### EXERCISE BRIEF
Considering only lines that hold the word "Howard", report how many there are in the listing below, as a single number.

DATA TO EXAMINE START

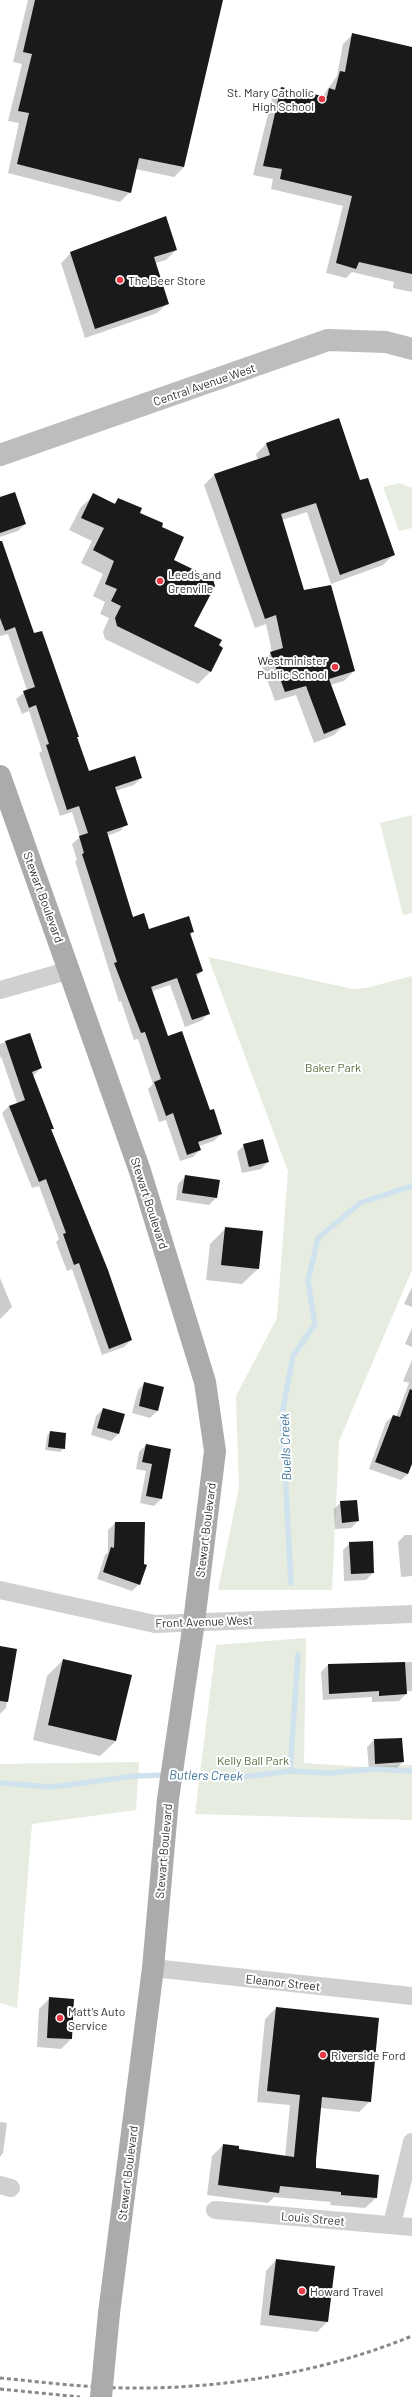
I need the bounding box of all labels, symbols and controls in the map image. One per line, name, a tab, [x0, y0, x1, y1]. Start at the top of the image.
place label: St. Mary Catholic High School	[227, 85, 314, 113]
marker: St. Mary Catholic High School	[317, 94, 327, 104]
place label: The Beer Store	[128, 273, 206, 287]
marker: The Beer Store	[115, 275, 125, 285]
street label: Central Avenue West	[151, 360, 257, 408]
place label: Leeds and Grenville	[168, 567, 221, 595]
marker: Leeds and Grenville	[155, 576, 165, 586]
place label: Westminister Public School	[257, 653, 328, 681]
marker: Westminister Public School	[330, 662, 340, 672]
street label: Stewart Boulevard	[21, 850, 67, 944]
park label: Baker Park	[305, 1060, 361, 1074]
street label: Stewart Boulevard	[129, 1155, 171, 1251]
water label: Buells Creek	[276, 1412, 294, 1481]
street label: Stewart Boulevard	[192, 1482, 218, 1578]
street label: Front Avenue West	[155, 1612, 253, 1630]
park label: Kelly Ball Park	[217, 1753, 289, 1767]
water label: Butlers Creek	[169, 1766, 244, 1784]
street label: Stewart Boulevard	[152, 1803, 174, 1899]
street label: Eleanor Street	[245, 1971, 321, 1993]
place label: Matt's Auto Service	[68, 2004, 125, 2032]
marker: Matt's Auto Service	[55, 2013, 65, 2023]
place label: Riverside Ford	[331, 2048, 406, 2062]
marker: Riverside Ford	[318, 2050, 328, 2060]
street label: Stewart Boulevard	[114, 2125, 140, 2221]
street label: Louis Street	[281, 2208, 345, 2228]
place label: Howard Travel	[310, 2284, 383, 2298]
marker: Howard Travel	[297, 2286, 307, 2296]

DATA TO EXAMINE END

### COMPLETED TASK
2